Friday, June 22, 2007

Identity Panel at Supernova, or How I Learned to Stop Worrying and Love User Centric Identity

The Identity Panel just wrapped up:
(John Clippinger, Kaliya Hamlin, Reid Hoffman, Marcien Jenckes, Jyri Engestrom)
As our lives increasingly straddle the physical and the virtual worlds, the management of identity becomes increasingly crucial from both a business and a social standpoint.  The future of e-commerce and digital life will require identity mechanisms that are scalable, secure, widely-adopted, user-empowering, and at least as richly textured as their offline equivalents.  This session will examine how online identity can foster relationships and deeper value creation.
It was interesting to see the reactions from the crowd and on the #supernova backchannel.  There's a lot of reactions of the form "but I want to be anonymous" though what they really mean is psuedoanonymous.  It's not really made clear that OpenID enables all those scenarios.  There were objections to calling things like OpenID "identity" and maybe some people think that's something of a meme grab.

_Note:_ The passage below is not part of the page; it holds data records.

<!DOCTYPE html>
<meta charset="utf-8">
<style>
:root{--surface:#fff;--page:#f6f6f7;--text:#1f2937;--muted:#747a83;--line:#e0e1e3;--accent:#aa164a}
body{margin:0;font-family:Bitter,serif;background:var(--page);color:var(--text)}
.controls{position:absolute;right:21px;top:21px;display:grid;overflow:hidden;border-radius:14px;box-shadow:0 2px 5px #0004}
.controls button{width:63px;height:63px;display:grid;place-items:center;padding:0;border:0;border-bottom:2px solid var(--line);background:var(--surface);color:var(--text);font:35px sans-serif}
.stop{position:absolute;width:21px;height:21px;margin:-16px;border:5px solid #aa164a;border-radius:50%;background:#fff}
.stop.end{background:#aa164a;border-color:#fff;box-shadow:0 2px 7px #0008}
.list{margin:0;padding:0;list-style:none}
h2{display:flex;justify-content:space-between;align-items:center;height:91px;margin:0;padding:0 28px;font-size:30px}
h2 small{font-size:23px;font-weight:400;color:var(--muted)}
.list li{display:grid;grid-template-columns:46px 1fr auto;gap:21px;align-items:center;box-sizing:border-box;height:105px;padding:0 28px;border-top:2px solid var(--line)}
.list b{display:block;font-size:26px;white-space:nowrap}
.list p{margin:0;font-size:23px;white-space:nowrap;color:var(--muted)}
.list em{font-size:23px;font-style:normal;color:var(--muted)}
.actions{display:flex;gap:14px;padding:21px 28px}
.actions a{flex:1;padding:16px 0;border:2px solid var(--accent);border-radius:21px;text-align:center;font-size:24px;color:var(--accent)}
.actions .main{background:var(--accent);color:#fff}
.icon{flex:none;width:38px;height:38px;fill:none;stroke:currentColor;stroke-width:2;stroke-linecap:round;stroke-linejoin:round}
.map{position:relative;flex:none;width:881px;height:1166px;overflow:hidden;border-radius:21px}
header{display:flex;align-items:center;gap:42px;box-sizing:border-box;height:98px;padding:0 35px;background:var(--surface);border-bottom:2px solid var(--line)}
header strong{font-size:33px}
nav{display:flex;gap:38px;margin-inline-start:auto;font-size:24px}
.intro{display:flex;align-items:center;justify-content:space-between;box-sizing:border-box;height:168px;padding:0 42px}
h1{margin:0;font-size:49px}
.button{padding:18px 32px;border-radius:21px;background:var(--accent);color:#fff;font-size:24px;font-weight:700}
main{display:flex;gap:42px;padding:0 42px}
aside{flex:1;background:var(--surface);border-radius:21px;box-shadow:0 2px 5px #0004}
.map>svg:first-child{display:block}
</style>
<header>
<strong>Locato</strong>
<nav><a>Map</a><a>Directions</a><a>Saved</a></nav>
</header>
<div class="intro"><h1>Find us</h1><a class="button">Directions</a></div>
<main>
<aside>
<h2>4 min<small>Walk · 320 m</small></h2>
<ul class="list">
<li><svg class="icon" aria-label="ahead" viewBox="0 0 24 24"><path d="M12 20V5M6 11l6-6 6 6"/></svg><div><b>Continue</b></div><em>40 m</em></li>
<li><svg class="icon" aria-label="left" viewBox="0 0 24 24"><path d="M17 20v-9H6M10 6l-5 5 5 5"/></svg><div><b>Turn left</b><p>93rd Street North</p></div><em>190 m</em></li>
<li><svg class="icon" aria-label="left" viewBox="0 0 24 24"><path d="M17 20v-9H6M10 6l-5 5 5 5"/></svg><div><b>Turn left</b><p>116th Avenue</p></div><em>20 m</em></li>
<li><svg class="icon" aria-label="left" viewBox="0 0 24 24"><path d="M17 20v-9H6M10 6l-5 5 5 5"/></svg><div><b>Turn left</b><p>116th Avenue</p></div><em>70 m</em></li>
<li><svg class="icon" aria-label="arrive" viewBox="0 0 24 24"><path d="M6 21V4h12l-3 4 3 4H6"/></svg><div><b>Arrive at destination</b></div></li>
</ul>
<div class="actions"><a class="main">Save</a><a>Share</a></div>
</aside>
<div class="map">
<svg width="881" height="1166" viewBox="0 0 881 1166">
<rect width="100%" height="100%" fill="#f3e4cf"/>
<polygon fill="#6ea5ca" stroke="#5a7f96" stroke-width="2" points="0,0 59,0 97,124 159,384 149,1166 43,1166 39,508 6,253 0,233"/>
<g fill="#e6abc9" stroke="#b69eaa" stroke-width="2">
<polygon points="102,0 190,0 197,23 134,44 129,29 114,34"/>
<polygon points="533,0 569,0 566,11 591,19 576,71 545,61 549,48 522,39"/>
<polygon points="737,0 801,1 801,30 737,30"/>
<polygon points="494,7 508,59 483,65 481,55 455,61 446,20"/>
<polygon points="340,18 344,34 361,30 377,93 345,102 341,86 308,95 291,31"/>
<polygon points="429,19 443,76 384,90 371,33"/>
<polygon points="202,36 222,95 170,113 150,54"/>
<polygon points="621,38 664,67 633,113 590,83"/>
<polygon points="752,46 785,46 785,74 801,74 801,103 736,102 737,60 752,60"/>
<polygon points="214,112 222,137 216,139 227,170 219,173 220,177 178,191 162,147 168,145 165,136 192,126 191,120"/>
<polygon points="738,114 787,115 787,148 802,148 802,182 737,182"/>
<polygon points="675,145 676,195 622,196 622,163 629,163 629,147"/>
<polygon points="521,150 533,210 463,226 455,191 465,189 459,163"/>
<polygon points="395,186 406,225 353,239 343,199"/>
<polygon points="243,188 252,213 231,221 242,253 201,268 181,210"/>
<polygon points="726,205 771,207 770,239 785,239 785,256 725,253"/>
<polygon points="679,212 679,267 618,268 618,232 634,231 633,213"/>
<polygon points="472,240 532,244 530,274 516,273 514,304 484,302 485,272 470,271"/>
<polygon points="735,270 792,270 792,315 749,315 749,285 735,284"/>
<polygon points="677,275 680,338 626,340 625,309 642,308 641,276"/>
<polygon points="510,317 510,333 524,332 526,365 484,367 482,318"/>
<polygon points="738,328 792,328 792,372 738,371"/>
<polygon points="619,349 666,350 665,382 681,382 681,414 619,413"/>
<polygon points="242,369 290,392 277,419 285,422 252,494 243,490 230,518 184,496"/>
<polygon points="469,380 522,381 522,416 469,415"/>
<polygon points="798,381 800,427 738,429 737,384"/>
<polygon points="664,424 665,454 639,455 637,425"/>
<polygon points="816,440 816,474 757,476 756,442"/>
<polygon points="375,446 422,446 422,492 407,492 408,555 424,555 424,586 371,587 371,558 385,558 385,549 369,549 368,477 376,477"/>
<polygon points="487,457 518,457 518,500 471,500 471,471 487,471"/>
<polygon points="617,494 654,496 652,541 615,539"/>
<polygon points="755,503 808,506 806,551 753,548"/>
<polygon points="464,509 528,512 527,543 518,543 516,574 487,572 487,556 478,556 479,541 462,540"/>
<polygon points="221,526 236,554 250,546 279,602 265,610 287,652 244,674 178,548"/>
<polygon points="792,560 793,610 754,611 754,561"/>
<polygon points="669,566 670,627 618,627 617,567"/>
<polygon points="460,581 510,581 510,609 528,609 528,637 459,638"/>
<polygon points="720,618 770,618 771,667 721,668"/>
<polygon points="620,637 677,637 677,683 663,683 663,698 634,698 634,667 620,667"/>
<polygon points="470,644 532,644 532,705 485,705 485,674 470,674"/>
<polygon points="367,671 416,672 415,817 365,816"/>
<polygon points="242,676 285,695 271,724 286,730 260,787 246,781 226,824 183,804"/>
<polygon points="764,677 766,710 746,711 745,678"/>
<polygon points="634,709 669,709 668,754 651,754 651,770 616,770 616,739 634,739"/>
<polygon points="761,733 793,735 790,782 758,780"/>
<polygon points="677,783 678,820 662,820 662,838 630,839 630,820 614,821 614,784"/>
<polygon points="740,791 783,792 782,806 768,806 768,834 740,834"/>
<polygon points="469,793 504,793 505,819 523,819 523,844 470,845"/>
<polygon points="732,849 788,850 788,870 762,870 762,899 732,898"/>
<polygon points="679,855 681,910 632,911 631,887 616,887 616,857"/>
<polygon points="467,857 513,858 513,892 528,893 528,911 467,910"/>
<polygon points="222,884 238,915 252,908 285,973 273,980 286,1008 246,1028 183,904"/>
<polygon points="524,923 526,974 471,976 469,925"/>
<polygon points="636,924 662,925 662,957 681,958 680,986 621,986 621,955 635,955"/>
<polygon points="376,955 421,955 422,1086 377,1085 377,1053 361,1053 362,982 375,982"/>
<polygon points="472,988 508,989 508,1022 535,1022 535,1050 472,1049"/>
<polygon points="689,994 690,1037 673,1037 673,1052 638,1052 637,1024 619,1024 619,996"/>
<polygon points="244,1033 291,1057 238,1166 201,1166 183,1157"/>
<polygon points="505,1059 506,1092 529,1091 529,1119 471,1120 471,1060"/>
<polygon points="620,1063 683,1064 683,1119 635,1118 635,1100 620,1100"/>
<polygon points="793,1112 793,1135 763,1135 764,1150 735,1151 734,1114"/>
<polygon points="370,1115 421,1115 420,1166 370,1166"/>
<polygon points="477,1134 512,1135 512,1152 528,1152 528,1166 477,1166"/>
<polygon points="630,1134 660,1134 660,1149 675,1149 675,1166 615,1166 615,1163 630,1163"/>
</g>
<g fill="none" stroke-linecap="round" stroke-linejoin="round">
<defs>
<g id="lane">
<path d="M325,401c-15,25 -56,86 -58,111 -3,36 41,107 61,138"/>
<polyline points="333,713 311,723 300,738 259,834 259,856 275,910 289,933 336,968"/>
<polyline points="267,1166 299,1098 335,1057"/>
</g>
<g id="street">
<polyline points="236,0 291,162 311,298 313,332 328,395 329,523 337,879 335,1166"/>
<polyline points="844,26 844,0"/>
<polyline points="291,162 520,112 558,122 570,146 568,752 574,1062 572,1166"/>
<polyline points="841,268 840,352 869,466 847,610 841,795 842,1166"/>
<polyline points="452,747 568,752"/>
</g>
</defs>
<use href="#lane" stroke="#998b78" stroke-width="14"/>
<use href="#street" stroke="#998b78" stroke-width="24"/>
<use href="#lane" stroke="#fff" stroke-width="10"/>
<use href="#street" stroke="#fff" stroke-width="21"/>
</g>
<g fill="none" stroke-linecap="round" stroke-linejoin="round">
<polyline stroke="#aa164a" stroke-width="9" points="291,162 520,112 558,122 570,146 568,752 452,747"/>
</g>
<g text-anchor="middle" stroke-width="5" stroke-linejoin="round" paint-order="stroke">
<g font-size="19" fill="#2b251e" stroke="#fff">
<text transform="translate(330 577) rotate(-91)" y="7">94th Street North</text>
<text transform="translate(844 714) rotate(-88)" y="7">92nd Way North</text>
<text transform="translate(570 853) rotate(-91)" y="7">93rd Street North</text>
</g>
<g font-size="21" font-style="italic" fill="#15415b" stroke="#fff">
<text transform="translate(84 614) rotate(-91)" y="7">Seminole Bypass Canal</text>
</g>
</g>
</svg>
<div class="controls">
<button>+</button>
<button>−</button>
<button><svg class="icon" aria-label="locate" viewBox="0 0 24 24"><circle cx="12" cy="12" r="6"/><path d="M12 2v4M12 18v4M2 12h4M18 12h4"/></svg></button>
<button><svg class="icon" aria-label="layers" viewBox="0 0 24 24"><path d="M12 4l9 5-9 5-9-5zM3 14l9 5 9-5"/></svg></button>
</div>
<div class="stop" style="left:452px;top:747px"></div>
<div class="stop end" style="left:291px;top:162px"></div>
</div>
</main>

OpenID is definitely very simple, very focused on doing just one part of identity.  It enables the unbundling of identity, authentication, and services.  It lets you say "this X is the same as this other X from last week, or from this other site" in a verifiable way that's under the control of X.  Is there a better word for this than "identity"?

Also, every discussion of OpenID should start out with a simple demo:  I type =john.panzer at any web site, and it lets me in.  Then talk about the underpinnings and the complications after the demo.